**Exercise:**
All of the records below are to be output exactly; no image belongs in the result.

Stored data
Start of Block

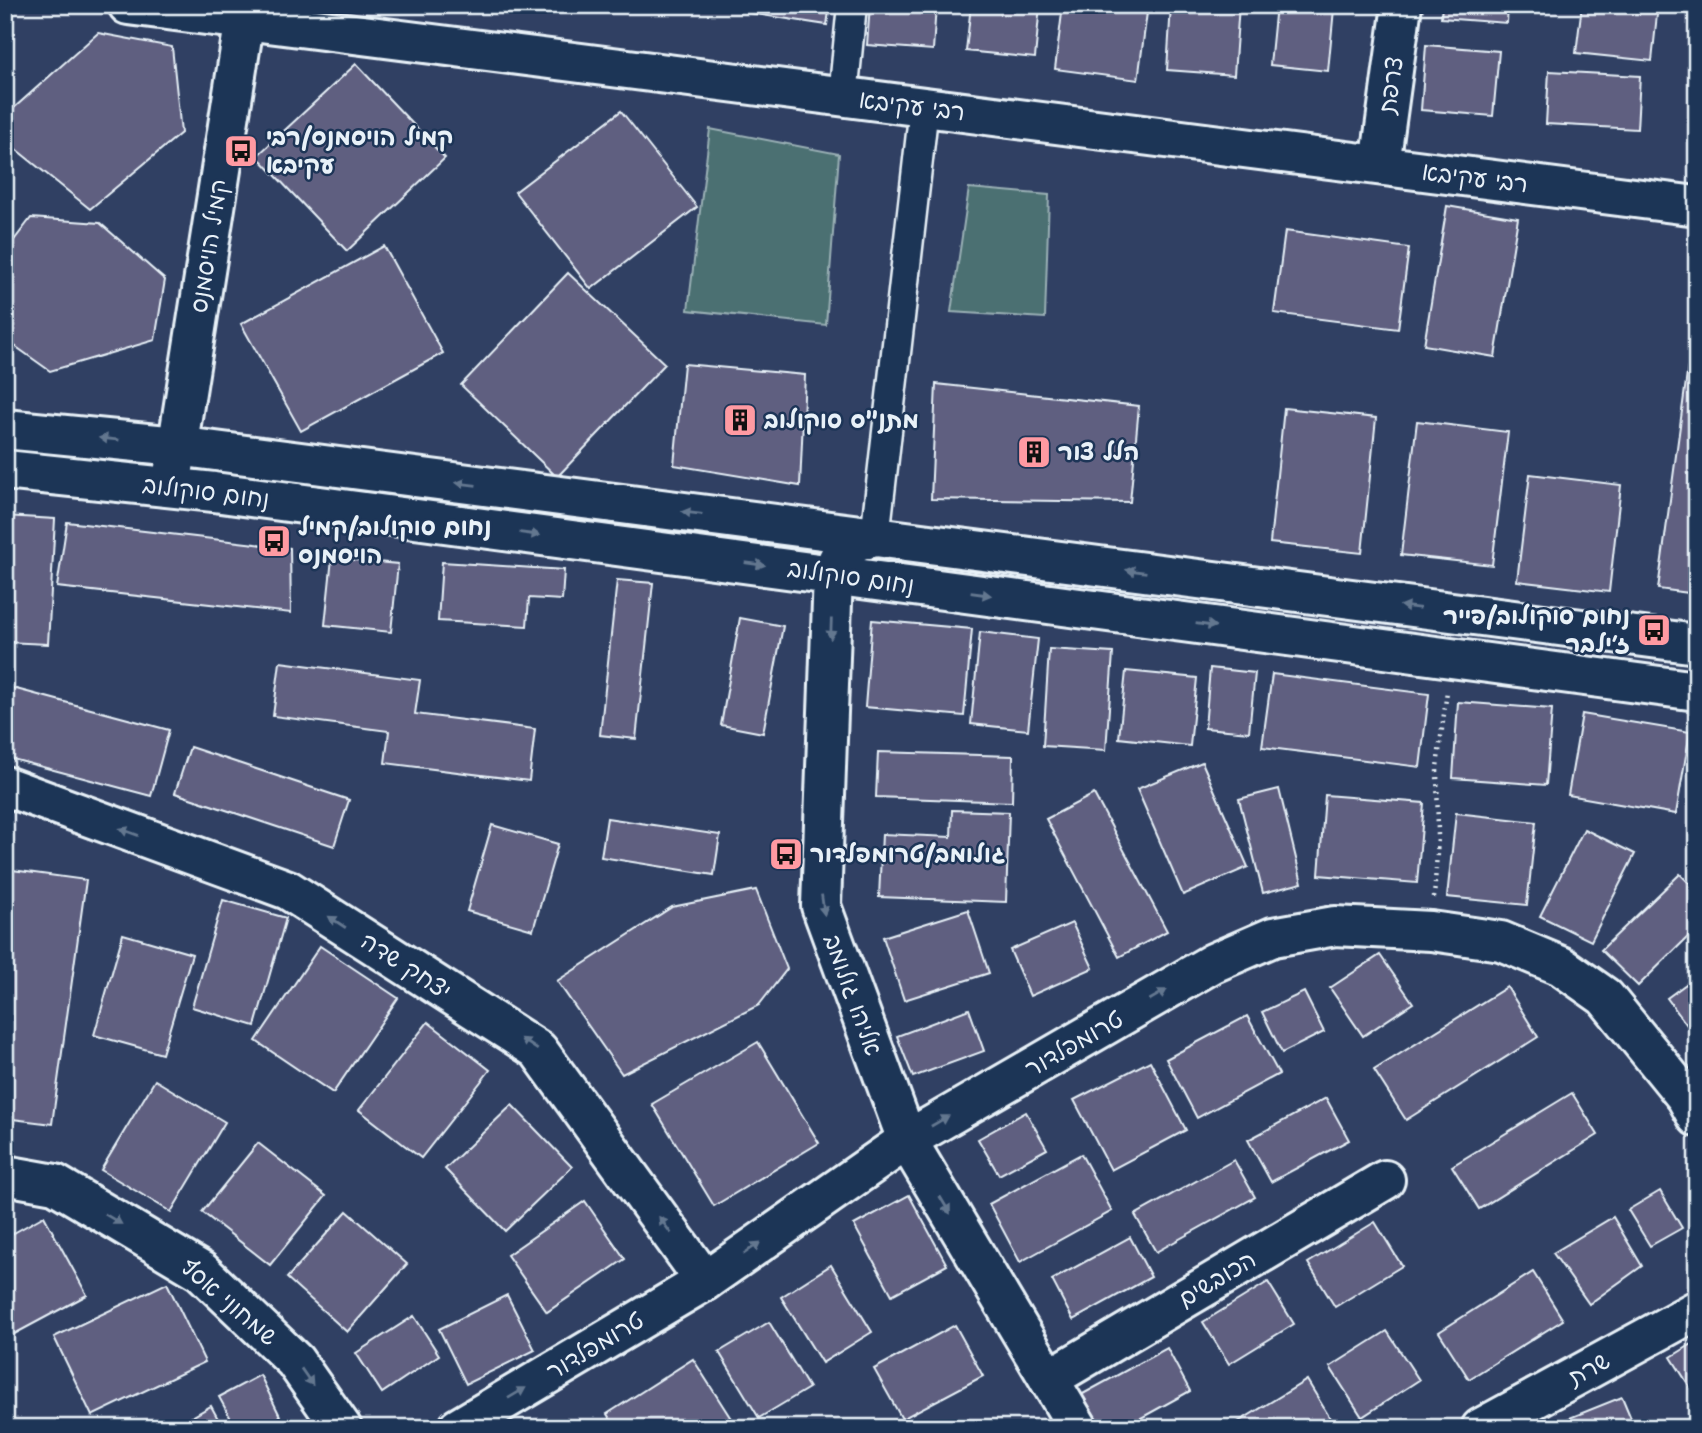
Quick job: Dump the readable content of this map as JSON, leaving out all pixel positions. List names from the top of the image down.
{
  "streets": {
    "street": [
      "צרפת",
      "רבי עקיבא",
      "קמיל הויסמנס",
      "נחום סוקולוב",
      "יצחק שדה",
      "אליהו גולומב",
      "טרומפלדור",
      "הכובשים",
      "שמחוני אסף",
      "שרת"
    ]
  },
  "crossings": [
    ["צרפת", "רבי עקיבא"],
    ["רבי עקיבא", "קמיל הויסמנס"],
    ["קמיל הויסמנס", "נחום סוקולוב"],
    ["נחום סוקולוב", "אליהו גולומב"],
    ["יצחק שדה", "טרומפלדור"],
    ["אליהו גולומב", "טרומפלדור"],
    ["אליהו גולומב", "הכובשים"]
  ],
  "one_way": [
    "יצחק שדה",
    "אליהו גולומב",
    "טרומפלדור",
    "שמחוני אסף"
  ],
  "places": {
    "bus stop": [
      "קמיל הויסמנס/רבי עקיבא",
      "נחום סוקולוב/קמיל הויסמנס",
      "נחום סוקולוב/פייר ז׳ילבר",
      "גולומב/טרומפלדור"
    ],
    "building": ["מתנ\"ס סוקולוב", "הלל צור"]
  }
}
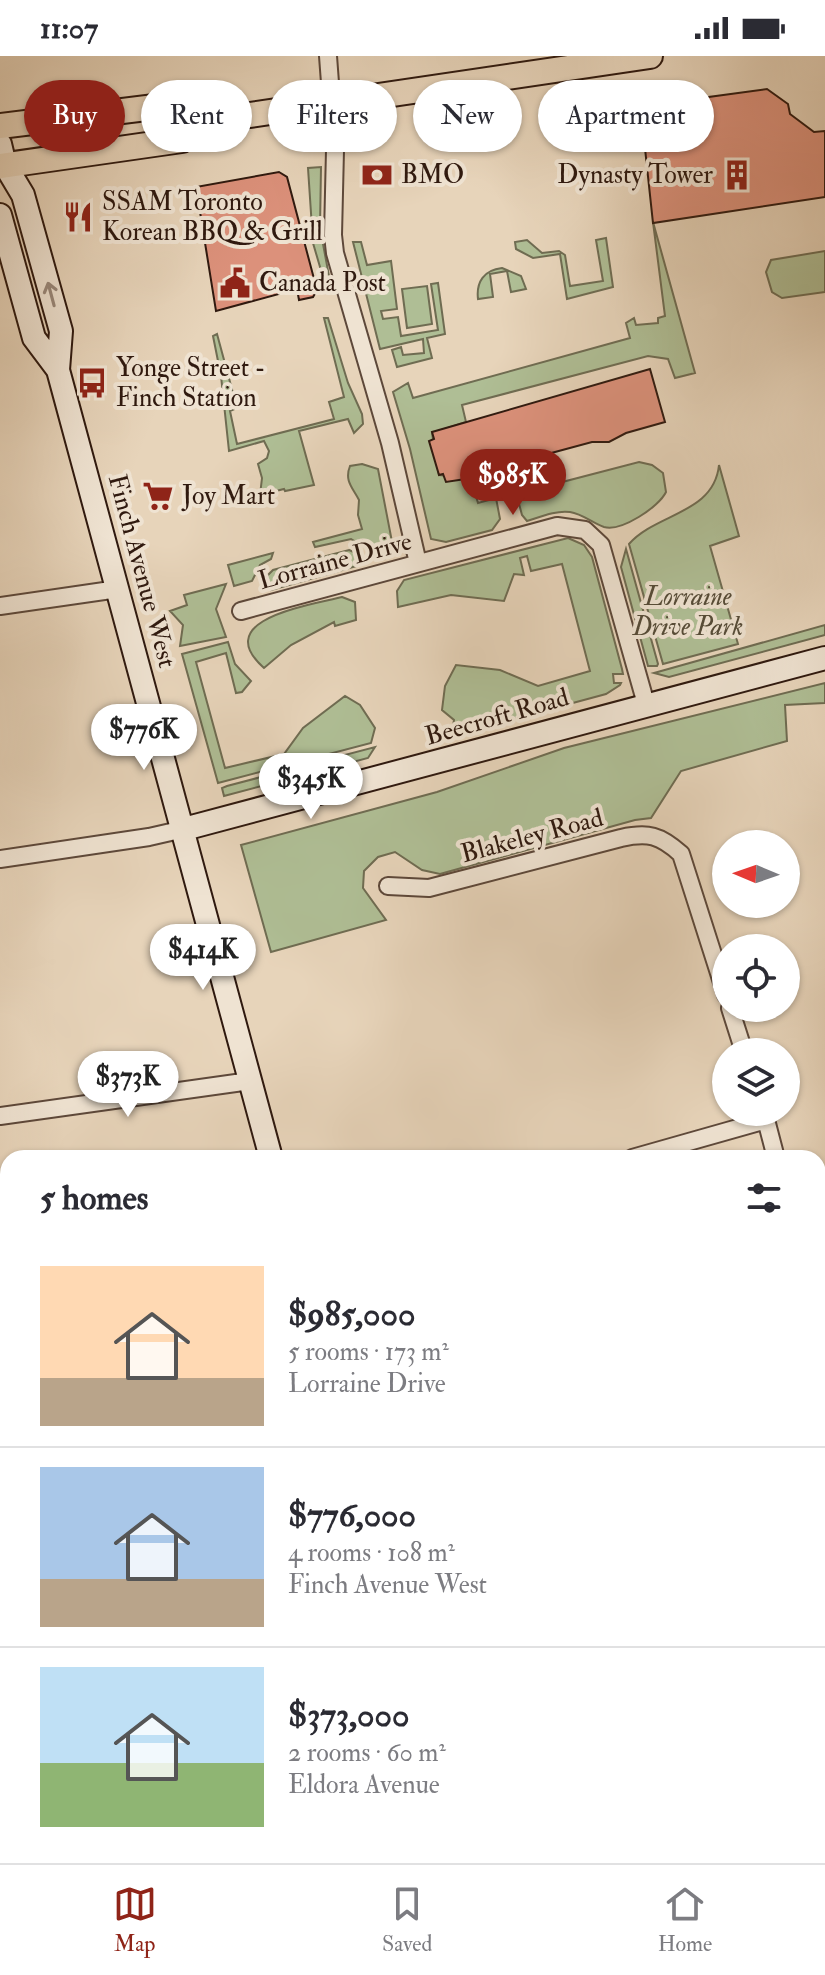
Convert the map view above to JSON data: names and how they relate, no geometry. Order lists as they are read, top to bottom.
{
  "streets": {
    "main road": ["Finch Avenue West", "Beecroft Road"],
    "street": ["Lorraine Drive", "Blakeley Road"]
  },
  "crossings": [
    ["Lorraine Drive", "Beecroft Road"],
    ["Finch Avenue West", "Beecroft Road"]
  ],
  "parks": ["Lorraine Drive Park"],
  "places": {
    "bank": ["BMO"],
    "building": ["Dynasty Tower"],
    "restaurant": ["SSAM Toronto Korean BBQ & Grill"],
    "public building": ["Canada Post"],
    "bus stop": ["Yonge Street - Finch Station"],
    "supermarket": ["Joy Mart"]
  },
  "north": "left",
  "page": {
    "status": "11:07",
    "chip": [
      "Buy",
      "Rent",
      "Filters",
      "New",
      "Apartment"
    ],
    "price": [
      "$985K",
      "$776K",
      "$345K",
      "$414K",
      "$373K"
    ],
    "heading": "5 homes",
    "list": [
      {
        "name": "$985,000",
        "note": "5 rooms · 173 m² · Lorraine Drive"
      },
      {
        "name": "$776,000",
        "note": "4 rooms · 108 m² · Finch Avenue West"
      },
      {
        "name": "$373,000",
        "note": "2 rooms · 60 m² · Eldora Avenue"
      }
    ],
    "tabs": ["Map", "Saved", "Home"]
  }
}
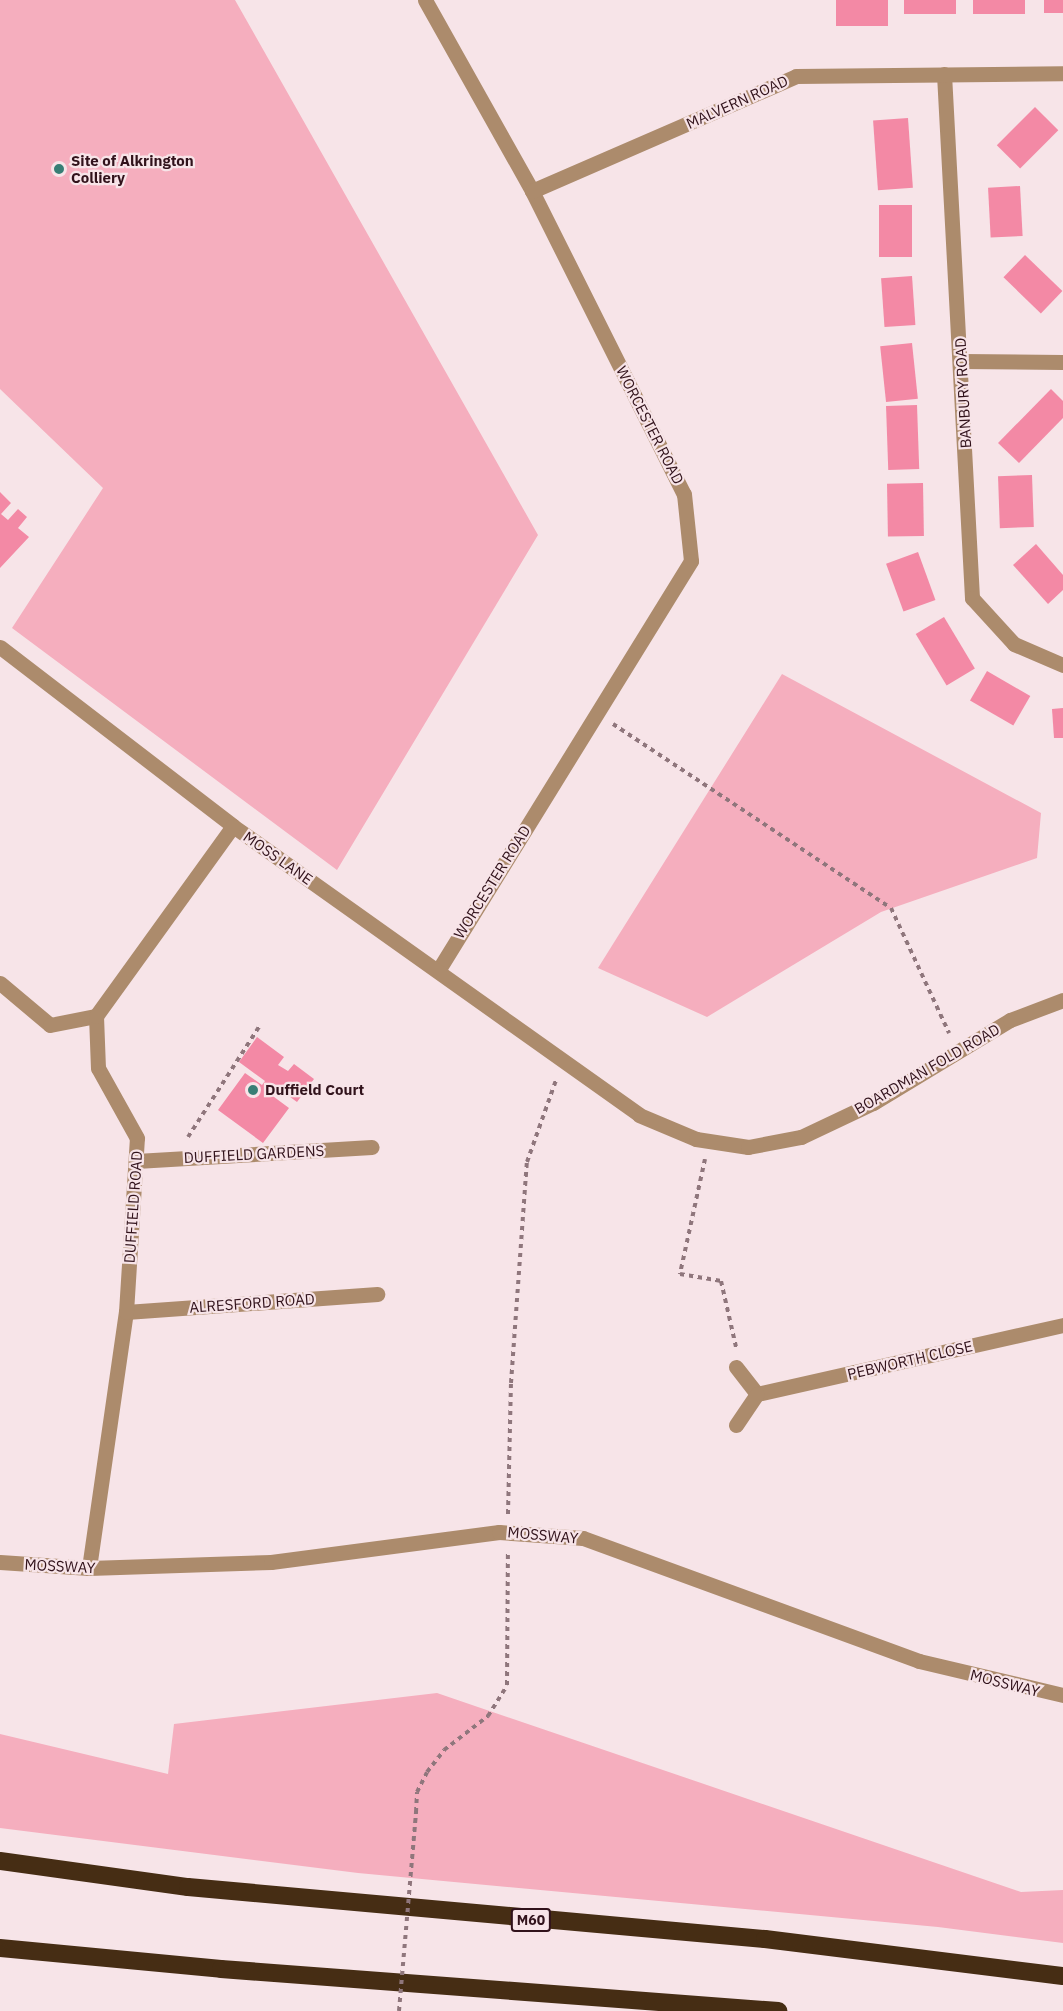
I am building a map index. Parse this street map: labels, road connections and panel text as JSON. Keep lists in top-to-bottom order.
{
  "streets": {
    "highway": ["M60"],
    "street": [
      "MALVERN ROAD",
      "BANBURY ROAD",
      "WORCESTER ROAD",
      "MOSS LANE",
      "BOARDMAN FOLD ROAD",
      "DUFFIELD GARDENS",
      "DUFFIELD ROAD",
      "ALRESFORD ROAD",
      "PEBWORTH CLOSE",
      "MOSSWAY"
    ]
  },
  "crossings": [
    ["MALVERN ROAD", "BANBURY ROAD"],
    ["MALVERN ROAD", "WORCESTER ROAD"],
    ["WORCESTER ROAD", "MOSS LANE"],
    ["MOSS LANE", "BOARDMAN FOLD ROAD"],
    ["DUFFIELD GARDENS", "DUFFIELD ROAD"],
    ["DUFFIELD ROAD", "ALRESFORD ROAD"],
    ["DUFFIELD ROAD", "MOSSWAY"]
  ],
  "places": ["Site of Alkrington Colliery", "Duffield Court"]
}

End of Block

**Output below:**
Quick job: Dump the readable content of this map as JSON, leaving out all pixel positions. List names from the top of the image down.
{
  "streets": {
    "street": [
      "צרפת",
      "רבי עקיבא",
      "קמיל הויסמנס",
      "נחום סוקולוב",
      "יצחק שדה",
      "אליהו גולומב",
      "טרומפלדור",
      "הכובשים",
      "שמחוני אסף",
      "שרת"
    ]
  },
  "crossings": [
    ["צרפת", "רבי עקיבא"],
    ["רבי עקיבא", "קמיל הויסמנס"],
    ["קמיל הויסמנס", "נחום סוקולוב"],
    ["נחום סוקולוב", "אליהו גולומב"],
    ["יצחק שדה", "טרומפלדור"],
    ["אליהו גולומב", "טרומפלדור"],
    ["אליהו גולומב", "הכובשים"]
  ],
  "one_way": [
    "יצחק שדה",
    "אליהו גולומב",
    "טרומפלדור",
    "שמחוני אסף"
  ],
  "places": {
    "bus stop": [
      "קמיל הויסמנס/רבי עקיבא",
      "נחום סוקולוב/קמיל הויסמנס",
      "נחום סוקולוב/פייר ז׳ילבר",
      "גולומב/טרומפלדור"
    ],
    "building": ["מתנ\"ס סוקולוב", "הלל צור"]
  }
}
Convert the map view above to JSON data: names and how they relate, no geometry. Order lists as they are read, top to bottom.
{
  "streets": {
    "main road": ["Finch Avenue West", "Beecroft Road"],
    "street": ["Lorraine Drive", "Blakeley Road"]
  },
  "crossings": [
    ["Lorraine Drive", "Beecroft Road"],
    ["Finch Avenue West", "Beecroft Road"]
  ],
  "parks": ["Lorraine Drive Park"],
  "places": {
    "bank": ["BMO"],
    "building": ["Dynasty Tower"],
    "restaurant": ["SSAM Toronto Korean BBQ & Grill"],
    "public building": ["Canada Post"],
    "bus stop": ["Yonge Street - Finch Station"],
    "supermarket": ["Joy Mart"]
  },
  "north": "left",
  "page": {
    "status": "11:07",
    "chip": [
      "Buy",
      "Rent",
      "Filters",
      "New",
      "Apartment"
    ],
    "price": [
      "$985K",
      "$776K",
      "$345K",
      "$414K",
      "$373K"
    ],
    "heading": "5 homes",
    "list": [
      {
        "name": "$985,000",
        "note": "5 rooms · 173 m² · Lorraine Drive"
      },
      {
        "name": "$776,000",
        "note": "4 rooms · 108 m² · Finch Avenue West"
      },
      {
        "name": "$373,000",
        "note": "2 rooms · 60 m² · Eldora Avenue"
      }
    ],
    "tabs": ["Map", "Saved", "Home"]
  }
}
I am building a map index. Parse this street map: labels, road connections and panel text as JSON. Keep lists in top-to-bottom order.
{
  "streets": {
    "highway": ["M60"],
    "street": [
      "MALVERN ROAD",
      "BANBURY ROAD",
      "WORCESTER ROAD",
      "MOSS LANE",
      "BOARDMAN FOLD ROAD",
      "DUFFIELD GARDENS",
      "DUFFIELD ROAD",
      "ALRESFORD ROAD",
      "PEBWORTH CLOSE",
      "MOSSWAY"
    ]
  },
  "crossings": [
    ["MALVERN ROAD", "BANBURY ROAD"],
    ["MALVERN ROAD", "WORCESTER ROAD"],
    ["WORCESTER ROAD", "MOSS LANE"],
    ["MOSS LANE", "BOARDMAN FOLD ROAD"],
    ["DUFFIELD GARDENS", "DUFFIELD ROAD"],
    ["DUFFIELD ROAD", "ALRESFORD ROAD"],
    ["DUFFIELD ROAD", "MOSSWAY"]
  ],
  "places": ["Site of Alkrington Colliery", "Duffield Court"]
}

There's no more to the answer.